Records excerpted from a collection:
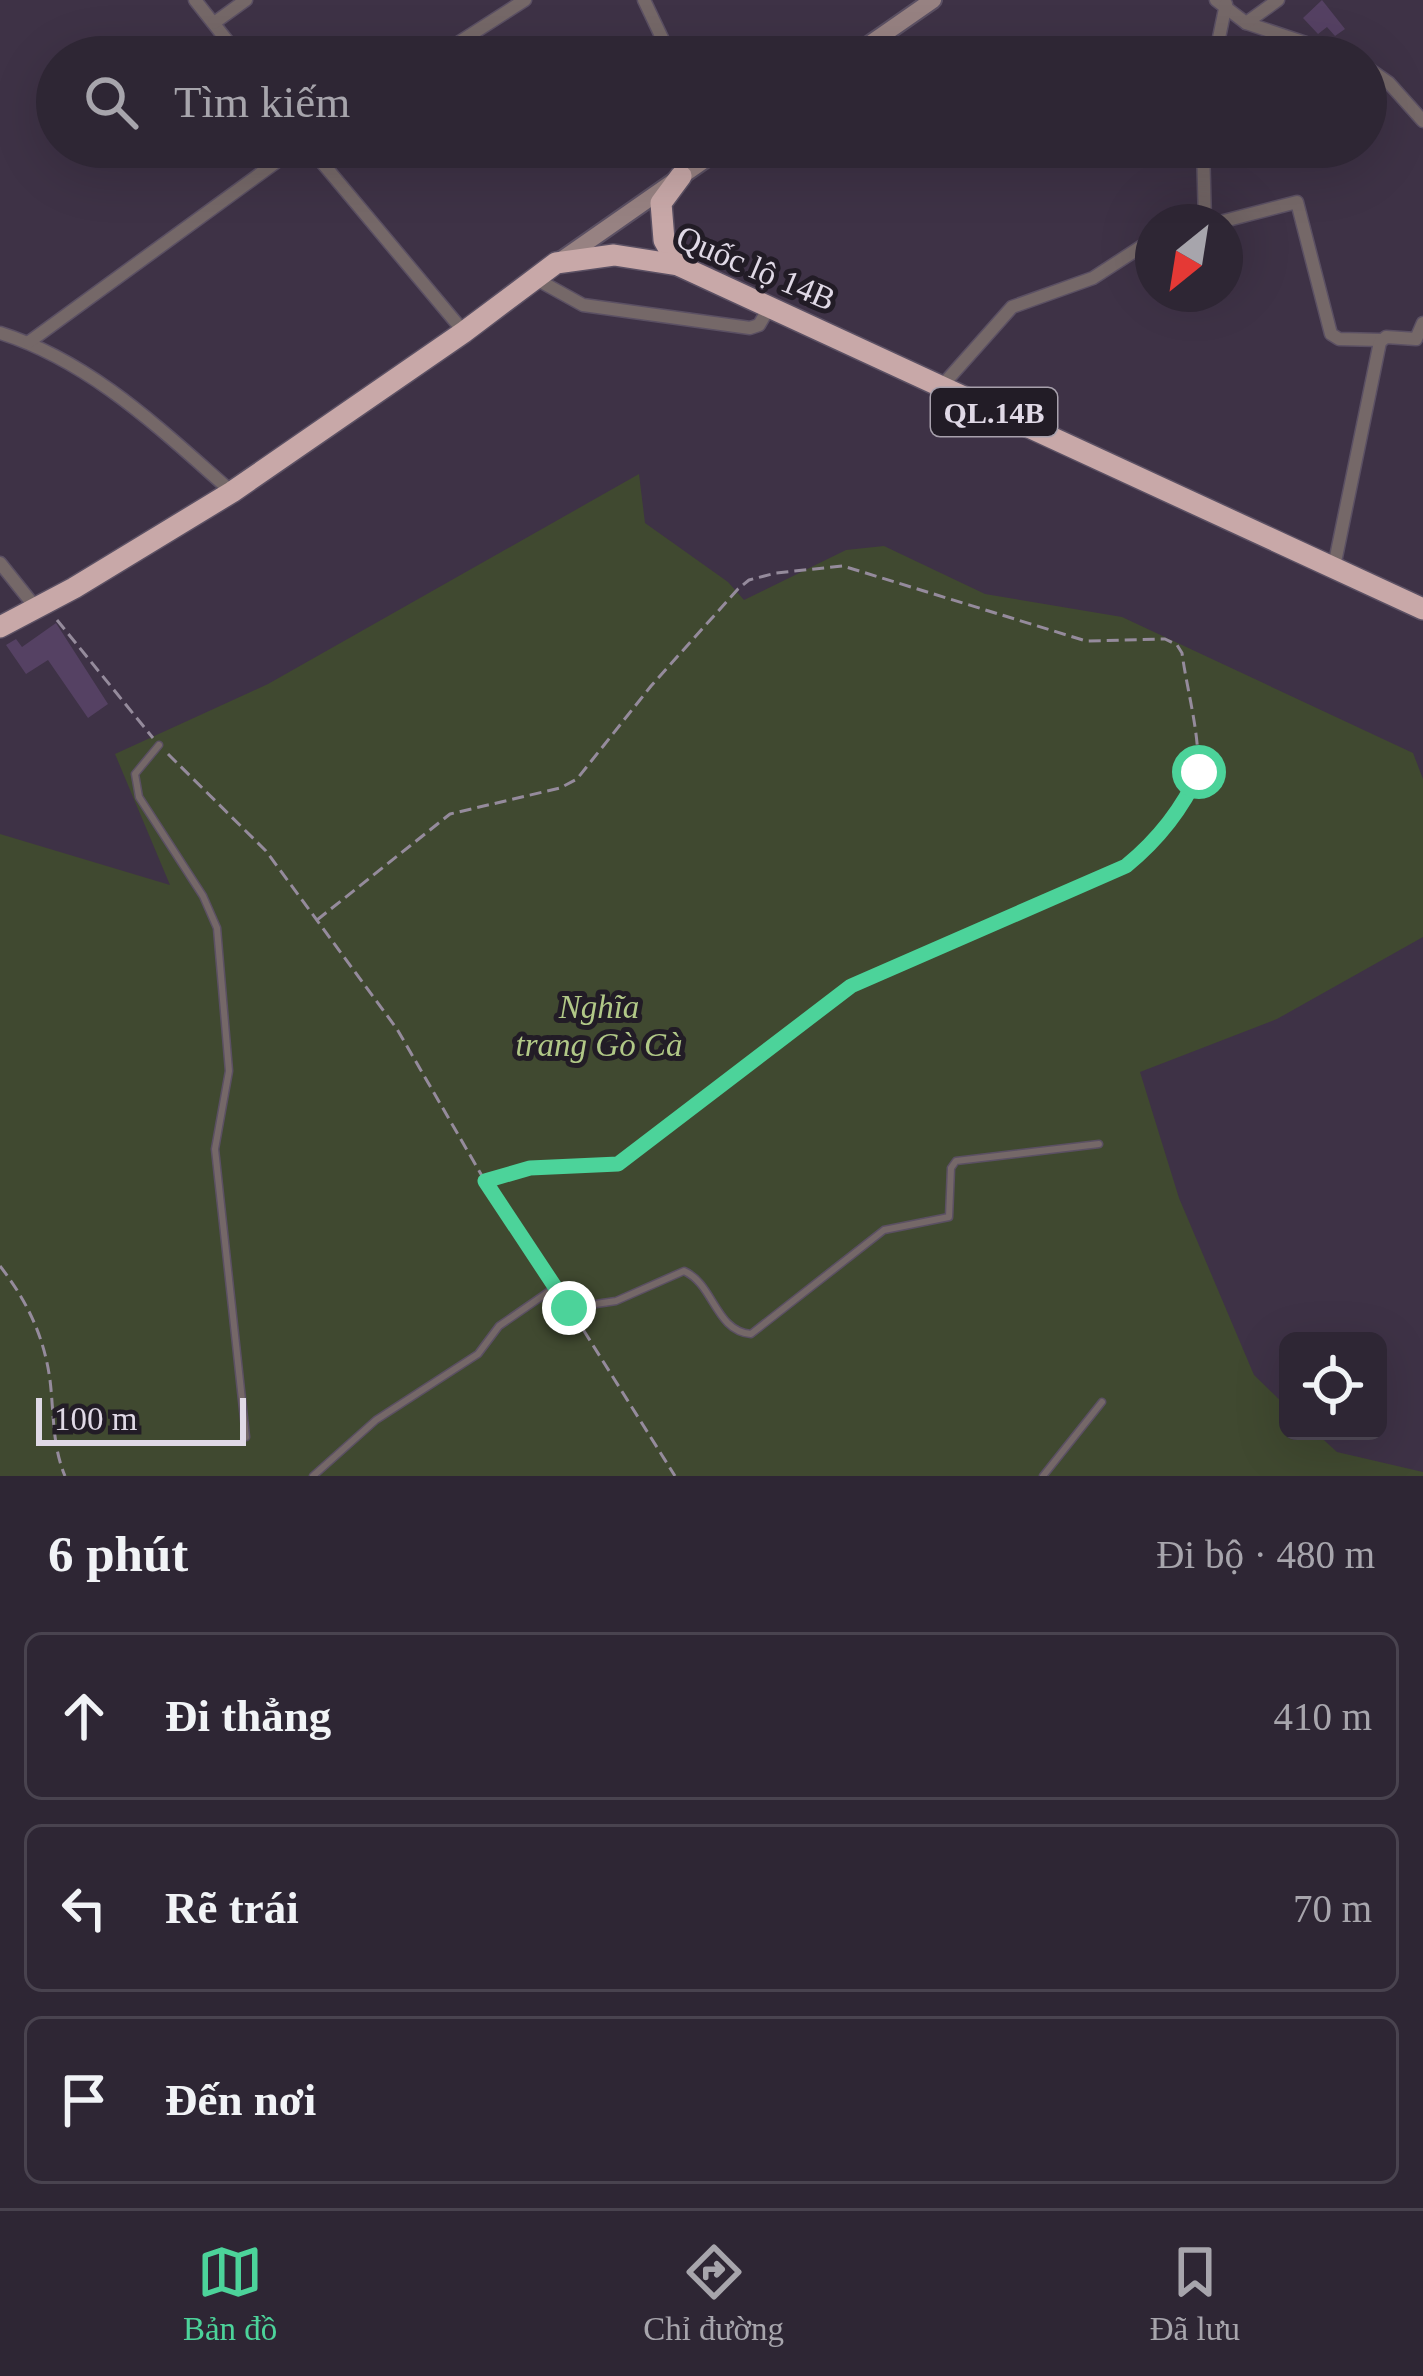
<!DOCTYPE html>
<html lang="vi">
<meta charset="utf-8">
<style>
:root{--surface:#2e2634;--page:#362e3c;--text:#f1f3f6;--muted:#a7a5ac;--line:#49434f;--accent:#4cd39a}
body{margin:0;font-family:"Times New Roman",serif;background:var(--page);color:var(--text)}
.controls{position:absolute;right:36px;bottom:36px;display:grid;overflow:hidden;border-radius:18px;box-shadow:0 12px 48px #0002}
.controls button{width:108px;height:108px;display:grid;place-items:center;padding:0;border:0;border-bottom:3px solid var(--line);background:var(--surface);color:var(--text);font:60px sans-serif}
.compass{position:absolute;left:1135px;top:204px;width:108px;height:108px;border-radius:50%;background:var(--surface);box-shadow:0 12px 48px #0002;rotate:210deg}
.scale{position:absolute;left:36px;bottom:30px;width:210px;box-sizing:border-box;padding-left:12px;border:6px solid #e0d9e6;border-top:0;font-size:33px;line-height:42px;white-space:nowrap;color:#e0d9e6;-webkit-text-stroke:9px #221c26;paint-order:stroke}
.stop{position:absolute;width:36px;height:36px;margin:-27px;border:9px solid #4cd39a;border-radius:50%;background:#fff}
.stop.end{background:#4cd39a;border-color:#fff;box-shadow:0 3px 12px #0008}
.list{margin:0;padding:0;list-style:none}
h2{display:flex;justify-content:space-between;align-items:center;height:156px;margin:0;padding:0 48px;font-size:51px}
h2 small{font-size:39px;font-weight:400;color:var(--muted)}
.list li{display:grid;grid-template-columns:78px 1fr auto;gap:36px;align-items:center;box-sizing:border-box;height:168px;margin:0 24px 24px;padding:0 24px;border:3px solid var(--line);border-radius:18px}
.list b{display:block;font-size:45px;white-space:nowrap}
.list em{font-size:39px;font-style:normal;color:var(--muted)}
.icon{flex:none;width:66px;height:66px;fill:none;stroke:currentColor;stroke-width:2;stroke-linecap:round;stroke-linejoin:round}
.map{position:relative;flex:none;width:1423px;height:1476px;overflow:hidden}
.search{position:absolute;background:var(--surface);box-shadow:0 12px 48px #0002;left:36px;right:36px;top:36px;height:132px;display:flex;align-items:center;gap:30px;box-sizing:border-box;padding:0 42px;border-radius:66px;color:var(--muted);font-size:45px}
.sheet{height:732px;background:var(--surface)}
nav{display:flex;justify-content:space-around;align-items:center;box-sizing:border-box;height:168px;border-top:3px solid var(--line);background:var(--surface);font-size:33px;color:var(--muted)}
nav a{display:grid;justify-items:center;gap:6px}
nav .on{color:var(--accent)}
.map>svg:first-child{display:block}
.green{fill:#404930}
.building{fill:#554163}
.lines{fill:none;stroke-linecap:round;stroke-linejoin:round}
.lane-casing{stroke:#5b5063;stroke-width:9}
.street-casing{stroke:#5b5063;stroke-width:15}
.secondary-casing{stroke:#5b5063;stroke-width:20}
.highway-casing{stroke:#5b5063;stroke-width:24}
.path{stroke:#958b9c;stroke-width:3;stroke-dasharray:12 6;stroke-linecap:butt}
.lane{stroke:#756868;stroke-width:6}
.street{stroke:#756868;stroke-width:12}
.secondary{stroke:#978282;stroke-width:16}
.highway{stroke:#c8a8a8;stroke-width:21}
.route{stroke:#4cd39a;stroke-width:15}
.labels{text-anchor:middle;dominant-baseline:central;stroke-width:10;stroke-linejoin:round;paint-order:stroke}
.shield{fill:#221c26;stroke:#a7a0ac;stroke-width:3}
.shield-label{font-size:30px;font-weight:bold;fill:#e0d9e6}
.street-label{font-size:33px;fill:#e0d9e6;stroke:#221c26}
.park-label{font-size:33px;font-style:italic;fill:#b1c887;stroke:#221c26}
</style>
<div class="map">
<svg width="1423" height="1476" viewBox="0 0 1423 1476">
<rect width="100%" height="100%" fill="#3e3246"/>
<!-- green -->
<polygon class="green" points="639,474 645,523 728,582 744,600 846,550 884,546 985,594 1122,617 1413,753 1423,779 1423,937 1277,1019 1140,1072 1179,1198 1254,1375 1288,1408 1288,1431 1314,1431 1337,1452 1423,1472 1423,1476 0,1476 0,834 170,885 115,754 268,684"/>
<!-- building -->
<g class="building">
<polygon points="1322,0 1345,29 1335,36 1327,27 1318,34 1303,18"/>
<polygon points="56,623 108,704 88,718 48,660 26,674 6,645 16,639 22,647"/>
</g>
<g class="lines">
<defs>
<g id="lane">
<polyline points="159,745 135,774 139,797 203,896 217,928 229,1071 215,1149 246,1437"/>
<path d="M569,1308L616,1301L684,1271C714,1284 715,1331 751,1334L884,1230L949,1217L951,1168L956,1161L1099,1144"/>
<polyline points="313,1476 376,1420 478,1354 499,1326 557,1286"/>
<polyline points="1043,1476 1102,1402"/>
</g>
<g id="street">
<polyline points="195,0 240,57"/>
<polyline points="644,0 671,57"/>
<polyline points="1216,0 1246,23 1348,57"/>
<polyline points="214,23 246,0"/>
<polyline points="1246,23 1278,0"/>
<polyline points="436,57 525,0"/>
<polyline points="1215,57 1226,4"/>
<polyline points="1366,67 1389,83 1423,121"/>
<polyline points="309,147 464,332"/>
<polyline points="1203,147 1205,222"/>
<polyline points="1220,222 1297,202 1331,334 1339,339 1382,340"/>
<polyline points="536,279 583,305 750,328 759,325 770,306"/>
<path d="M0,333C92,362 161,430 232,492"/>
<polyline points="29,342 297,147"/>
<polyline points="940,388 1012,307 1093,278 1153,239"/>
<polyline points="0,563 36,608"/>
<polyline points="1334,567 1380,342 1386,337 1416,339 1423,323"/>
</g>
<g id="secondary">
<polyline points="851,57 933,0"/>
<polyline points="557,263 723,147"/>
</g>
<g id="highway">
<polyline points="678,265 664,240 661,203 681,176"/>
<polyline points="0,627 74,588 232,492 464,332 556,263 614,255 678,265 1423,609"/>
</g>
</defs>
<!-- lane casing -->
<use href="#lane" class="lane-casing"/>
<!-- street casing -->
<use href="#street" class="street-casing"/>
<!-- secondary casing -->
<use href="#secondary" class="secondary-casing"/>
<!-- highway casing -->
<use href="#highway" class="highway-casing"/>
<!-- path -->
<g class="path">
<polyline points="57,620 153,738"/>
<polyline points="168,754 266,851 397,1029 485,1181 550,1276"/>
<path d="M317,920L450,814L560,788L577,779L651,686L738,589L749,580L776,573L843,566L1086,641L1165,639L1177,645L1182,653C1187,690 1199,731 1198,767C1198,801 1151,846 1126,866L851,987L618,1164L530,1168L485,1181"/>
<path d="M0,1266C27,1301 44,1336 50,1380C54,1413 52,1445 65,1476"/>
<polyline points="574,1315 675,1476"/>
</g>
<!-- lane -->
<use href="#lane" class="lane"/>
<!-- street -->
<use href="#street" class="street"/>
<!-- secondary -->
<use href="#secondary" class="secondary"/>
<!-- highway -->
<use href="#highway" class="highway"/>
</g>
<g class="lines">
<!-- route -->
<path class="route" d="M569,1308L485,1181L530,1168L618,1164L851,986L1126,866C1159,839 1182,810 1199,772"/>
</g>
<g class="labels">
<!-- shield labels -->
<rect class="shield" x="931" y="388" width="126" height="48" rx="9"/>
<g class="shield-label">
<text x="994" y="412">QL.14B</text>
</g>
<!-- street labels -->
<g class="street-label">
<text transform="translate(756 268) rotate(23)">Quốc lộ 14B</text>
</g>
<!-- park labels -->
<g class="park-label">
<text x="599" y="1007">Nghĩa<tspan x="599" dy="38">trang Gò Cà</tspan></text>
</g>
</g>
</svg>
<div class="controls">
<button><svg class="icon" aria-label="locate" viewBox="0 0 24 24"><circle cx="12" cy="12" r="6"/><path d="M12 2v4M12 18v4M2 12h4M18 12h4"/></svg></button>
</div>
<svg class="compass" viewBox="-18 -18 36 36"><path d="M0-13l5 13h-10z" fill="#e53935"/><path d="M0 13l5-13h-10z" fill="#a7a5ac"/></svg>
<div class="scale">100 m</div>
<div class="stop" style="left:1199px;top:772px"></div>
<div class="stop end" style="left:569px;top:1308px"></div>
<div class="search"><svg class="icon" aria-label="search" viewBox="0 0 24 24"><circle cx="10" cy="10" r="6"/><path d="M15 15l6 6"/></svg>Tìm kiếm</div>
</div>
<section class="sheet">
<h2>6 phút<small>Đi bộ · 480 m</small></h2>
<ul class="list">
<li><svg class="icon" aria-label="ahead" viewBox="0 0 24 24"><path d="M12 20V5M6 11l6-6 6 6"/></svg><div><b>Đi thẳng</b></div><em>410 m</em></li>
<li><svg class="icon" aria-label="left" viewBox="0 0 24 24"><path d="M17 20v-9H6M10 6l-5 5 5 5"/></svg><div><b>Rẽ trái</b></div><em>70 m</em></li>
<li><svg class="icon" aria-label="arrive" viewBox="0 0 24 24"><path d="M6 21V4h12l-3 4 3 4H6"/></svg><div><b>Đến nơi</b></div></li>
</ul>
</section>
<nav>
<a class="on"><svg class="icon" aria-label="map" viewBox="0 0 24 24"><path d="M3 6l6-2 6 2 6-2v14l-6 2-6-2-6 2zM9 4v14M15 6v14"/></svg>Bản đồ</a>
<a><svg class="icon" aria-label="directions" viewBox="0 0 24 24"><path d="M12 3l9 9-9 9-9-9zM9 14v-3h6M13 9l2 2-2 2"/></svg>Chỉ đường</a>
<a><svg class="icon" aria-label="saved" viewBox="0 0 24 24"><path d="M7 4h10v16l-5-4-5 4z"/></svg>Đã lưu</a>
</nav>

▶ PROBLEM TO WORK ON: The lines you return should be those above that contain the word "space", every one of them.

▶ ANSWER TO THE EXERCISE:
.scale{position:absolute;left:36px;bottom:30px;width:210px;box-sizing:border-box;padding-left:12px;border:6px solid #e0d9e6;border-top:0;font-size:33px;line-height:42px;white-space:nowrap;color:#e0d9e6;-webkit-text-stroke:9px #221c26;paint-order:stroke}
h2{display:flex;justify-content:space-between;align-items:center;height:156px;margin:0;padding:0 48px;font-size:51px}
.list b{display:block;font-size:45px;white-space:nowrap}
nav{display:flex;justify-content:space-around;align-items:center;box-sizing:border-box;height:168px;border-top:3px solid var(--line);background:var(--surface);font-size:33px;color:var(--muted)}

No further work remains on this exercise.